The second in the dry summer series is tall and strong ‘Sweetgrass’. This daylily reaches to the sun carrying beautifully formed peach and mauve flowers. ‘Sweetgrass’ brings new colour, form and pattern into our tall group of daylilies that include creamy yellow Prairie Elevator, and bronze orange Old Fashion Plain.

‘Sweetgrass’ will elevate your eyes in the garden. Wouldn’t it pair great with a silvery grey companion plant?

Flower form is what catches my eye when I’m first looking at a new seedling. I love an evenly round cheery face and “Sweetgrass’ has that.

Our third release from the garden is the fancy faced ‘Levin’. What makes ‘Levin so special is that it is a baby from our own wildly unique ‘River Walks And Lattes’. They both exhibit a beautiful purple pattern around the eyezone that extends onto the flower petals.

River Walks and Lattes daylily pattern face beside Levin compare
‘River Walks and Lattes’ mother plant, on the left, beside ‘Levin’ on the right.

Levin has a simple petal form that recurves nicely on warm days. The flower petals create a cream bowl shape that highlights the purple pattern above the vibrant yellow throat. ‘Levin’ is named for the farming character in Leo Tolstoy’s Anna Karenina. While Levin worked in the fields and managed the farm, his mind was thinking about how one goes about becoming a good person and sharing that with others.

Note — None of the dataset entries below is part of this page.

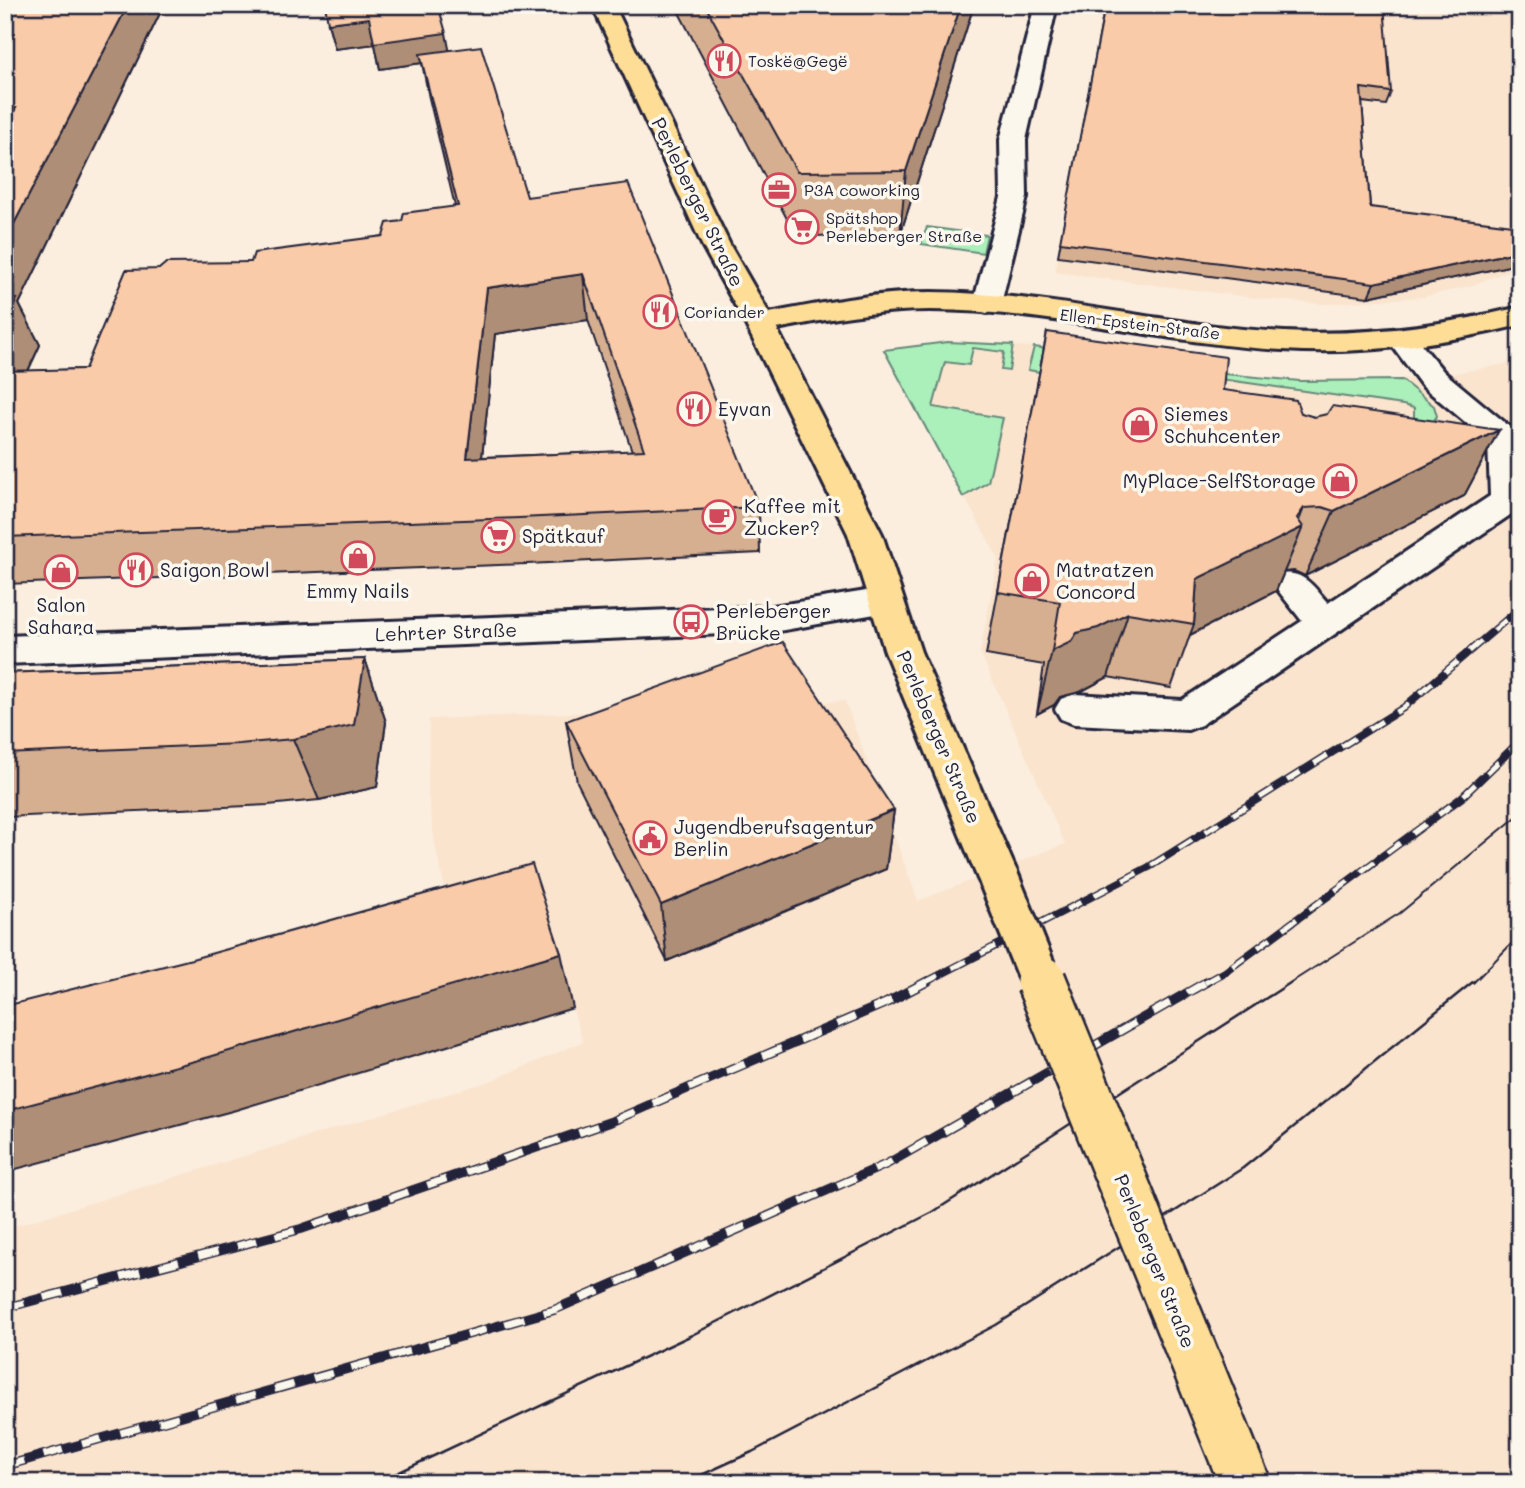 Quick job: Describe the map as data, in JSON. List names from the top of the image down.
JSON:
{
  "streets": {
    "main road": ["Perleberger Straße", "Ellen-Epstein-Straße"],
    "street": ["Lehrter Straße"]
  },
  "crossings": [
    ["Perleberger Straße", "Ellen-Epstein-Straße"],
    ["Perleberger Straße", "Lehrter Straße"]
  ],
  "places": {
    "restaurant": [
      "Toskë@Gegë",
      "Coriander",
      "Eyvan",
      "Saigon Bowl"
    ],
    "office": ["P3A coworking"],
    "supermarket": ["Spätshop Perleberger Straße", "Spätkauf"],
    "shop": [
      "Siemes Schuhcenter",
      "MyPlace-SelfStorage",
      "Emmy Nails",
      "Salon Sahara",
      "Matratzen Concord"
    ],
    "cafe": ["Kaffee mit Zucker?"],
    "bus stop": ["Perleberger Brücke"],
    "public building": ["Jugendberufsagentur Berlin"]
  }
} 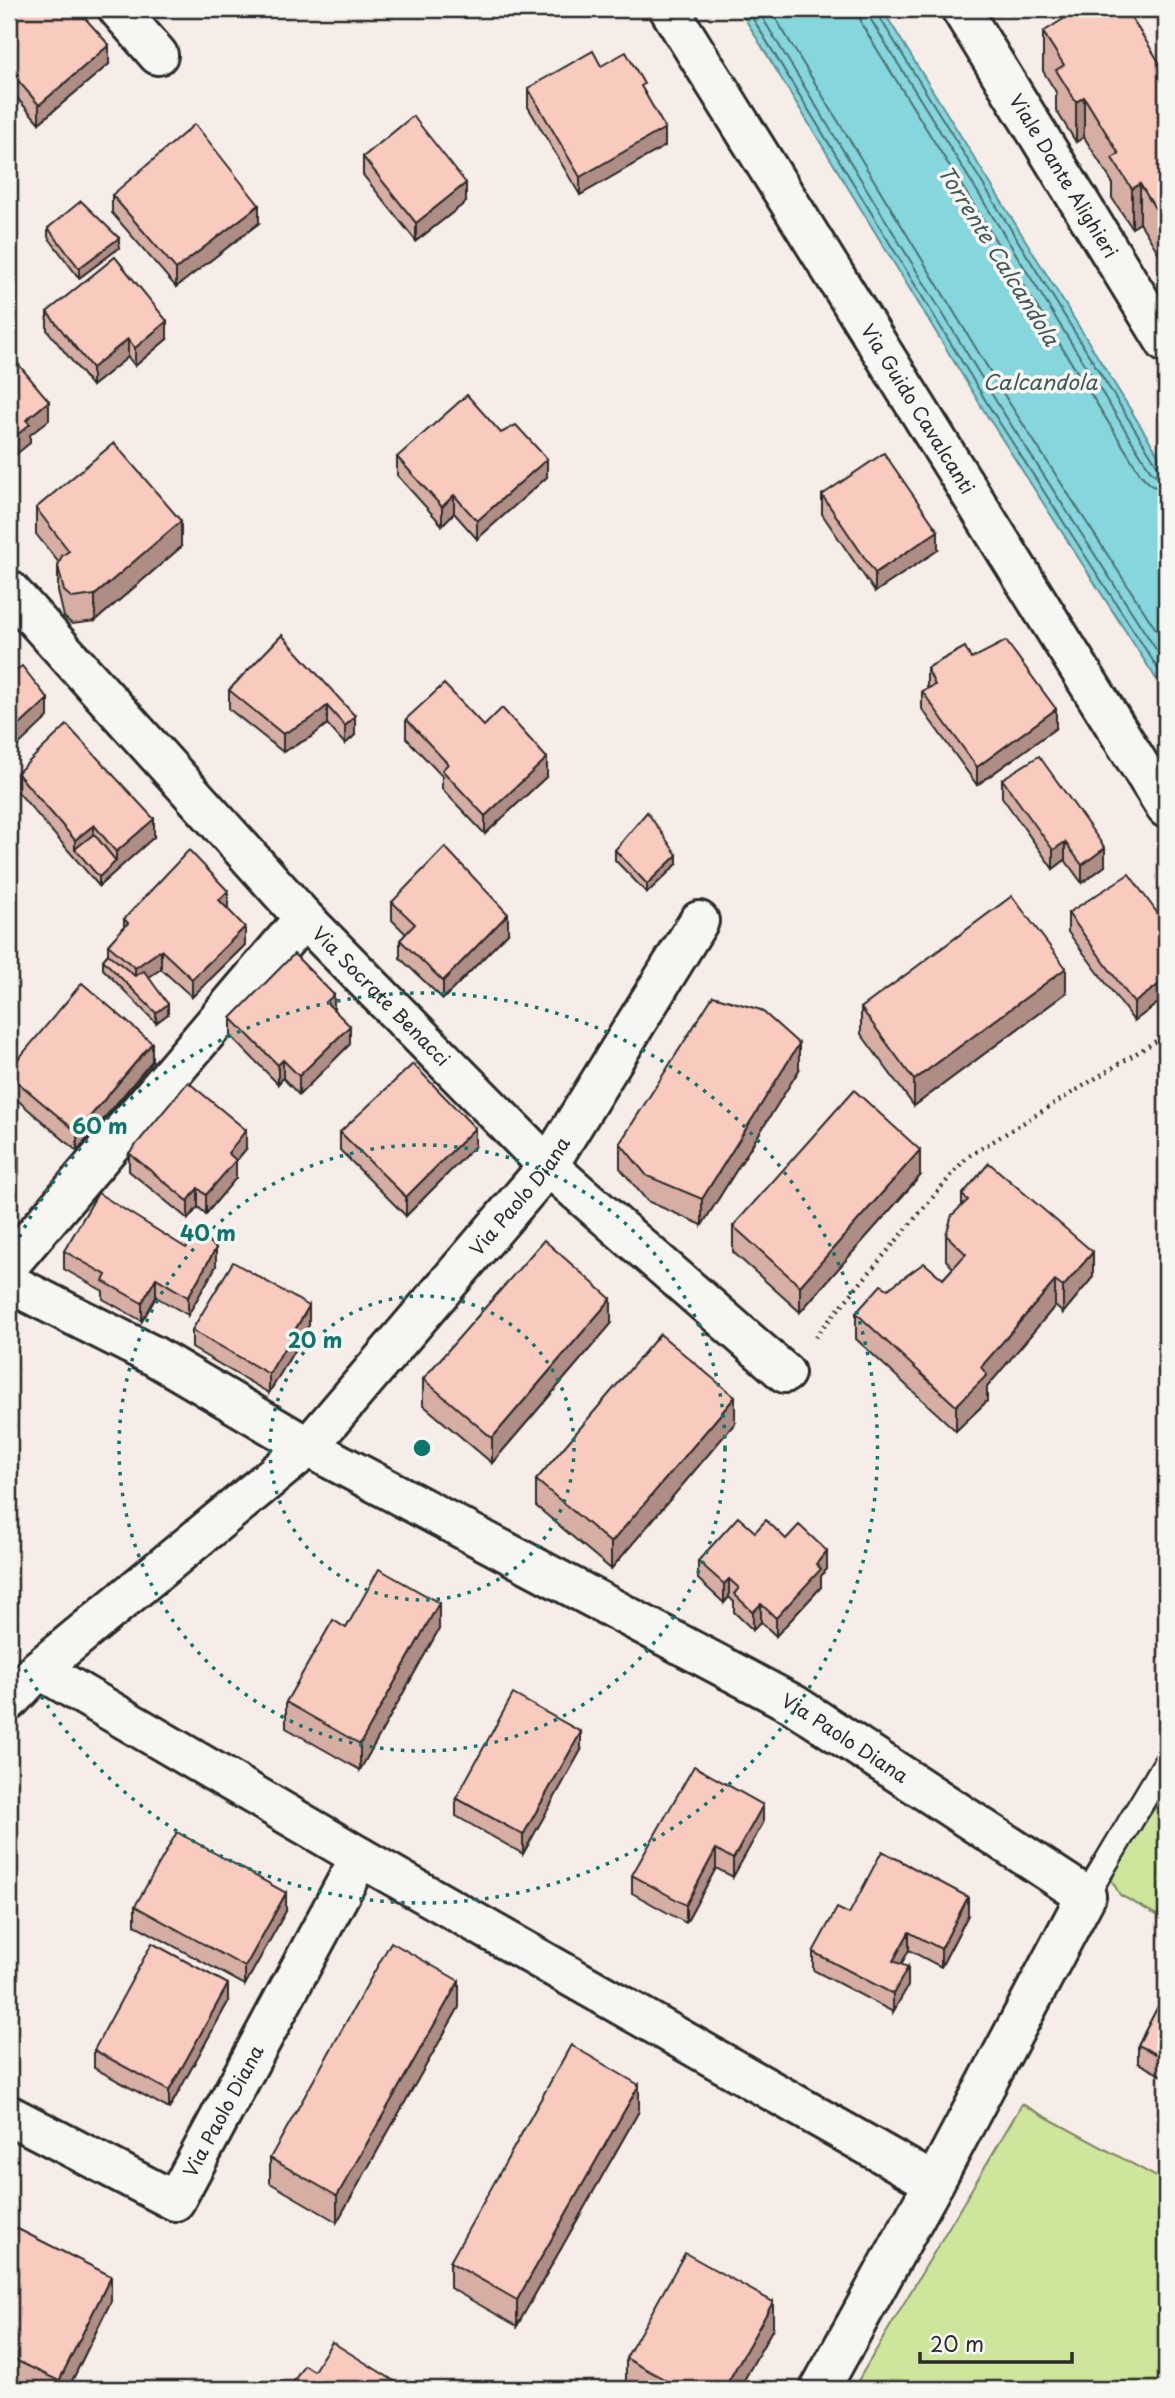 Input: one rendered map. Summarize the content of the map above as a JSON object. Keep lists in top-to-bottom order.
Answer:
{
  "streets": {
    "street": [
      "Viale Dante Alighieri",
      "Via Guido Cavalcanti",
      "Via Socrate Benacci",
      "Via Paolo Diana"
    ]
  },
  "crossings": [
    ["Via Socrate Benacci", "Via Paolo Diana"]
  ],
  "water": ["Torrente Calcandola", "Calcandola"],
  "scale_bar": "20 m",
  "rings": ["60 m", "40 m", "20 m"]
} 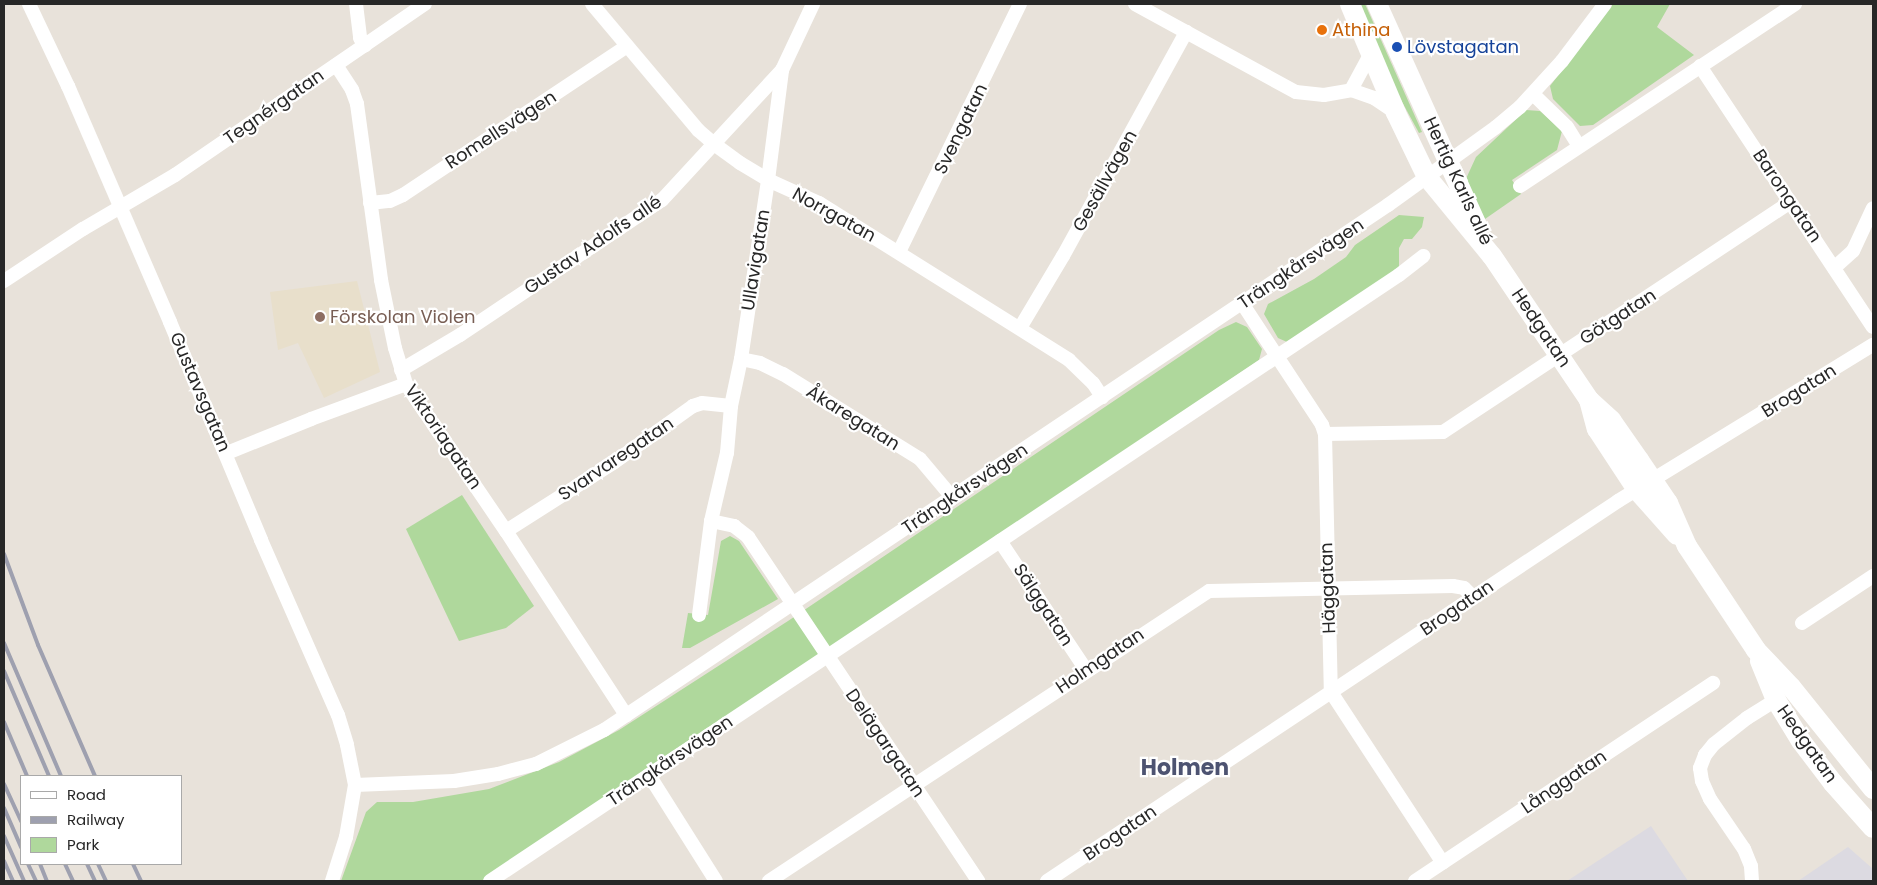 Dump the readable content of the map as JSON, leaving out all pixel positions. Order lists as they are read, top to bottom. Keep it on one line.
{"streets":{"main road":["Hertig Karls allé","Hedgatan"],"street":["Tegnérgatan","Svengatan","Romellsvägen","Gesällvägen","Barongatan","Norrgatan","Gustav Adolfs allé","Ullavigatan","Trängkårsvägen","Götgatan","Brogatan","Gustavsgatan","Åkaregatan","Viktoriagatan","Svarvaregatan","Häggatan","Sälggatan","Holmgatan","Delägargatan","Långgatan"]},"crossings":[["Tegnérgatan","Gustavsgatan"],["Tegnérgatan","Viktoriagatan"],["Svengatan","Norrgatan"],["Romellsvägen","Norrgatan"],["Romellsvägen","Viktoriagatan"],["Gesällvägen","Norrgatan"],["Hertig Karls allé","Trängkårsvägen"],["Hertig Karls allé","Hedgatan"],["Barongatan","Götgatan"],["Norrgatan","Gustav Adolfs allé"],["Norrgatan","Ullavigatan"],["Norrgatan","Trängkårsvägen"],["Gustav Adolfs allé","Ullavigatan"],["Gustav Adolfs allé","Viktoriagatan"],["Ullavigatan","Åkaregatan"],["Ullavigatan","Svarvaregatan"],["Trängkårsvägen","Gustavsgatan"],["Trängkårsvägen","Åkaregatan"],["Trängkårsvägen","Viktoriagatan"],["Trängkårsvägen","Häggatan"],["Trängkårsvägen","Sälggatan"],["Trängkårsvägen","Delägargatan"],["Götgatan","Hedgatan"],["Götgatan","Häggatan"],["Hedgatan","Brogatan"],["Brogatan","Häggatan"],["Brogatan","Holmgatan"],["Viktoriagatan","Svarvaregatan"],["Häggatan","Holmgatan"],["Sälggatan","Holmgatan"],["Holmgatan","Delägargatan"]],"districts":["Holmen"],"places":["Athina","Lövstagatan","Förskolan Violen"],"legend":["Road","Railway","Park"]} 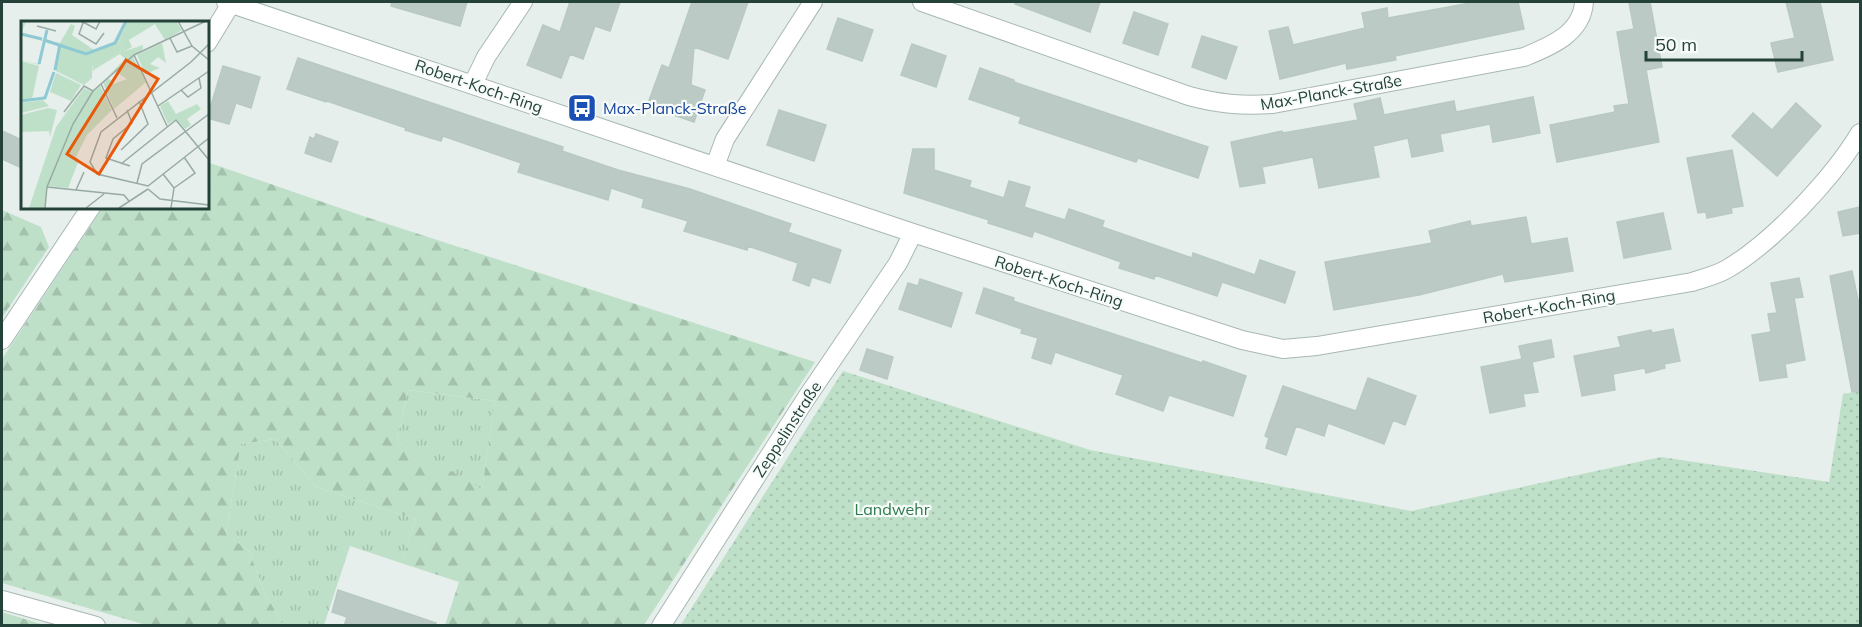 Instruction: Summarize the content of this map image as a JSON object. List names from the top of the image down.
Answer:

It is a privilege to invest time to work among these perennial flowers for improved varieties, it is a lonely and quiet task. As I dab pollen, plant seed, dig and divide giant clumps of overgrown daylilies, there I can think through how I can actively do the good I know to do. It is like a 12 step program in the dirt.

Thank you for letting me share the special plants that have been grown here at Lilyfield.